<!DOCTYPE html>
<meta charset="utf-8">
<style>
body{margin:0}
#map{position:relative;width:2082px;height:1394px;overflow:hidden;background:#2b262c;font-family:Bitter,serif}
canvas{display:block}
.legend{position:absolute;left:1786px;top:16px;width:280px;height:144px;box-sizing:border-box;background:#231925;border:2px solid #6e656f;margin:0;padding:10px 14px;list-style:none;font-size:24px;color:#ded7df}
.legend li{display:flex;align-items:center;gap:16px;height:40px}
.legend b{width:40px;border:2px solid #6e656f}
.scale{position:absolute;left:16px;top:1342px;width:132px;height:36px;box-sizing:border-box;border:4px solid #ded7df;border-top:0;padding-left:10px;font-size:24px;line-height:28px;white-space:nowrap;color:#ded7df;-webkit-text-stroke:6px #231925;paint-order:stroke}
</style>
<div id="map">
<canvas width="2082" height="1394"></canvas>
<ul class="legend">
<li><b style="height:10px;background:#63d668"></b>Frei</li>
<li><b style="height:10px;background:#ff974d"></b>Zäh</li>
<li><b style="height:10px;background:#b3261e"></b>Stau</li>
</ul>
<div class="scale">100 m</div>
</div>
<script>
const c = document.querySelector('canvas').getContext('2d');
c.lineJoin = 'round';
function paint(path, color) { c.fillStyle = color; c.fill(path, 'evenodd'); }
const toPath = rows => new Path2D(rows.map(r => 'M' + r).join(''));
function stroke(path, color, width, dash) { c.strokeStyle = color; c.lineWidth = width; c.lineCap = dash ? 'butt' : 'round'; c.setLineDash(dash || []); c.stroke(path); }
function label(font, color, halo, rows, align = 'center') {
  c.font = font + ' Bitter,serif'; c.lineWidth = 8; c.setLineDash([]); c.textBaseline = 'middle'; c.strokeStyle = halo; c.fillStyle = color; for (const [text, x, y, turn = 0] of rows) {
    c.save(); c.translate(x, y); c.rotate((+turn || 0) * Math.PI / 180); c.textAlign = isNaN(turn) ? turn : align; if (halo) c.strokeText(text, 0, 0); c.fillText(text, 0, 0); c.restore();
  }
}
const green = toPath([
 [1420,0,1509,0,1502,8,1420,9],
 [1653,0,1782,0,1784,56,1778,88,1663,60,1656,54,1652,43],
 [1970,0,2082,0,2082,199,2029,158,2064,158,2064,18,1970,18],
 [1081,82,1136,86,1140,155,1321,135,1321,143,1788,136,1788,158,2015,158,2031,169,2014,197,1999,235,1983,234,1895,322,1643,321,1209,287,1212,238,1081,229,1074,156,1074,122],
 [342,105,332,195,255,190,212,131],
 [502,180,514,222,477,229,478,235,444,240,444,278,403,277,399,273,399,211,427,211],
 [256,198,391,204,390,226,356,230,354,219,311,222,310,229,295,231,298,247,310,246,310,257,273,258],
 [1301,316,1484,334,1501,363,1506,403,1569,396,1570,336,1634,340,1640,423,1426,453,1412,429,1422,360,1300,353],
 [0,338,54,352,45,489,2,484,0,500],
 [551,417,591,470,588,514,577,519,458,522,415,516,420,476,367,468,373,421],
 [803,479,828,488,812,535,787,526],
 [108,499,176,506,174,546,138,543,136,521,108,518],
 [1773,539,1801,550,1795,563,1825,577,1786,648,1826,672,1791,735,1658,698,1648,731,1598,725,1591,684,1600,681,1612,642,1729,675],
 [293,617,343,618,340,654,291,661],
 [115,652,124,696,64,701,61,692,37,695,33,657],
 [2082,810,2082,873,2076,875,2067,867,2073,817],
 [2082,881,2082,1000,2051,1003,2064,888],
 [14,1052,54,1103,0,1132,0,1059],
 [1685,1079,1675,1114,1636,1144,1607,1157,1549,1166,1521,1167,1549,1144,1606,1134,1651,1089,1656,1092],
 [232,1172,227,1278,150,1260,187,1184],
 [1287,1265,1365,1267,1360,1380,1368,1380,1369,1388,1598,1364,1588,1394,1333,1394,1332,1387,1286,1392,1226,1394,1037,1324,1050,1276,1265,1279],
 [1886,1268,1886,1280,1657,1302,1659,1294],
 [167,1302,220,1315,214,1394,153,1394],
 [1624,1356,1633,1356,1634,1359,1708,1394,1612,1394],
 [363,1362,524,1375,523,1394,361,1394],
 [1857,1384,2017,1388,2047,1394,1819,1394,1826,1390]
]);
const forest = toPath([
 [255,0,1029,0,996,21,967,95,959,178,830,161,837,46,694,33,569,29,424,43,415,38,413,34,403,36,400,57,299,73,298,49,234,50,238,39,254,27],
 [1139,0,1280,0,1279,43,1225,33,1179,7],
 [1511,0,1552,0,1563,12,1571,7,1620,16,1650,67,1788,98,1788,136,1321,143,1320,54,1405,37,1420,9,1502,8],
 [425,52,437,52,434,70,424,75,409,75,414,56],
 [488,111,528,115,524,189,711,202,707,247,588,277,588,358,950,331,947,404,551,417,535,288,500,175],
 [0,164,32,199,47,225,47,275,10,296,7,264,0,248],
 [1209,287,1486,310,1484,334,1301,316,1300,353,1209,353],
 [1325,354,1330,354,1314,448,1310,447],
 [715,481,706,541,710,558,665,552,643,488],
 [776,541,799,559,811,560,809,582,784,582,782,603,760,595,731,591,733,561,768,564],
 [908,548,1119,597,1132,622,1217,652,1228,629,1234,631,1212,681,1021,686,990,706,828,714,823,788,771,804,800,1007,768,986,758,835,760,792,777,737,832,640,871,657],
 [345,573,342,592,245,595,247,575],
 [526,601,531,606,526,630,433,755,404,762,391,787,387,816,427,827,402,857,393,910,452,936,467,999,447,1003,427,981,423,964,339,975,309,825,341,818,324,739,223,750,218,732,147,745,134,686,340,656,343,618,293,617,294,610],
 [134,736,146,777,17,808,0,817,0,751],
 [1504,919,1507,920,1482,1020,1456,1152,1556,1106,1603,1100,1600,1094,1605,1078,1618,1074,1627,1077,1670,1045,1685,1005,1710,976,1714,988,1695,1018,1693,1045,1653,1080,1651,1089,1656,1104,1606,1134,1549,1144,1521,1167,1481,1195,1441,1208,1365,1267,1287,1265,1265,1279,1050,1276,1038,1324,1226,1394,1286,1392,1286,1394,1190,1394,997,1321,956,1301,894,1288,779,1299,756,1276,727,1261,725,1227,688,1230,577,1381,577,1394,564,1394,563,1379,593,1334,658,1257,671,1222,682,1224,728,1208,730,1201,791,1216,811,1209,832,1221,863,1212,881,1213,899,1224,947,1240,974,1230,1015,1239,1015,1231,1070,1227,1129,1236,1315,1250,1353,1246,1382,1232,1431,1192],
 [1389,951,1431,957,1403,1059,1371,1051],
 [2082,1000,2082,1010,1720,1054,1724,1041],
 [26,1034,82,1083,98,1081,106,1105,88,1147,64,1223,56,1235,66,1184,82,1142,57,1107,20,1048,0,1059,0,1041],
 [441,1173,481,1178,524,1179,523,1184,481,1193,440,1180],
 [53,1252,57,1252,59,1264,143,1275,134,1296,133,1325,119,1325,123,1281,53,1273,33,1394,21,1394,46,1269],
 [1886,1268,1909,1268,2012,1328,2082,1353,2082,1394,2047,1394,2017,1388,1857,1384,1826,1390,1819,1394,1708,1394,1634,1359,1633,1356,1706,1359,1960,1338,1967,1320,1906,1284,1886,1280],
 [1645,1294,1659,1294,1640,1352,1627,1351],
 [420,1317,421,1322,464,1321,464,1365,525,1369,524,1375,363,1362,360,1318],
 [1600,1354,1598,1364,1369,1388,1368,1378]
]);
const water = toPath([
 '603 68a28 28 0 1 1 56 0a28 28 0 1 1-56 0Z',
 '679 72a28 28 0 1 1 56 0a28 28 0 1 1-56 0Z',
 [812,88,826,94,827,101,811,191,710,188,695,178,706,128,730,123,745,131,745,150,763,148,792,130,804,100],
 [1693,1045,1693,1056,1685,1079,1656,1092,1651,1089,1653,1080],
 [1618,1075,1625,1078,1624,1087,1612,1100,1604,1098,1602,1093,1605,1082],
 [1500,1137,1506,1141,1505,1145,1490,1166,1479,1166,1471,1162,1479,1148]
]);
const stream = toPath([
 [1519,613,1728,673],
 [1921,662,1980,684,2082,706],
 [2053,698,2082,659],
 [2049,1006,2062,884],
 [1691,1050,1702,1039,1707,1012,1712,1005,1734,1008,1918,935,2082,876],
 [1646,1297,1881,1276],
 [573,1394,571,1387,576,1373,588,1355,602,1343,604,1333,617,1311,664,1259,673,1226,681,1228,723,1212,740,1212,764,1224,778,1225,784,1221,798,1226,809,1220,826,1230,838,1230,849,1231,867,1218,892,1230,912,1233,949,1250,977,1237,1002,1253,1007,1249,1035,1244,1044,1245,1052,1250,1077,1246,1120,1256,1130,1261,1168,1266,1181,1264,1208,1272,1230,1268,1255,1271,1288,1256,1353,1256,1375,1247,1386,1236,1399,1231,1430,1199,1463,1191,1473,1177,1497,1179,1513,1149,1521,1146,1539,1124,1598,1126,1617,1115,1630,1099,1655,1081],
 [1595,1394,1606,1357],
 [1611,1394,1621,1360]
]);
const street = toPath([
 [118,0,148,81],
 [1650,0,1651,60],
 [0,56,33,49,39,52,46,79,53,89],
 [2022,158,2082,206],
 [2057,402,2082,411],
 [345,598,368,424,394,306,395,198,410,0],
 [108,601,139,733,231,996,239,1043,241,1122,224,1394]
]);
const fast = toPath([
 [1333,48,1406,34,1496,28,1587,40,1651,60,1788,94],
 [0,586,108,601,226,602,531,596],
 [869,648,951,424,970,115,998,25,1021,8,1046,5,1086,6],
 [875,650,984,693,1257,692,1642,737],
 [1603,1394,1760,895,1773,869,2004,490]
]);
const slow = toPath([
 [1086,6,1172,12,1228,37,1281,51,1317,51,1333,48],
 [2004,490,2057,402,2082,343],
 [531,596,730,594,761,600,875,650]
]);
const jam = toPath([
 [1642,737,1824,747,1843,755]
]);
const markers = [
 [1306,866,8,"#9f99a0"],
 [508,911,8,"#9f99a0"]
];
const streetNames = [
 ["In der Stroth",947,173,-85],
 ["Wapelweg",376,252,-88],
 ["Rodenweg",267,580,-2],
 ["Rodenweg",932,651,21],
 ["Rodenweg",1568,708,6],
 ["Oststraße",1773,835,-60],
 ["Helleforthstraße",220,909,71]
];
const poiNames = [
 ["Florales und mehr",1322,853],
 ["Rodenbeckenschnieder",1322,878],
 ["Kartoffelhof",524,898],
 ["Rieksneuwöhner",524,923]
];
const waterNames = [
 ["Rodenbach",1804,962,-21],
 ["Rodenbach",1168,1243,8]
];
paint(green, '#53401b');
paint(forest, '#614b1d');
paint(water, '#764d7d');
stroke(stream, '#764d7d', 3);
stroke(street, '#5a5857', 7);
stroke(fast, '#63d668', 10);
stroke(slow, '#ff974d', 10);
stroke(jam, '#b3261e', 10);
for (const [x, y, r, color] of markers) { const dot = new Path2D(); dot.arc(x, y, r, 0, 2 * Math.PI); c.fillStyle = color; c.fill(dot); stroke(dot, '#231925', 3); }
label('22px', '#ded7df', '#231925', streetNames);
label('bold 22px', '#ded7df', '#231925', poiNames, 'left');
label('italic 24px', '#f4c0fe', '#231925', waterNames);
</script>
_ _ _ _ _ _ _
Read through the material above, and whenever a line contains "align", copy it.

▶ EXPECTED OUTPUT
.legend li{display:flex;align-items:center;gap:16px;height:40px}
function label(font, color, halo, rows, align = 'center') {
    c.save(); c.translate(x, y); c.rotate((+turn || 0) * Math.PI / 180); c.textAlign = isNaN(turn) ? turn : align; if (halo) c.strokeText(text, 0, 0); c.fillText(text, 0, 0); c.restore();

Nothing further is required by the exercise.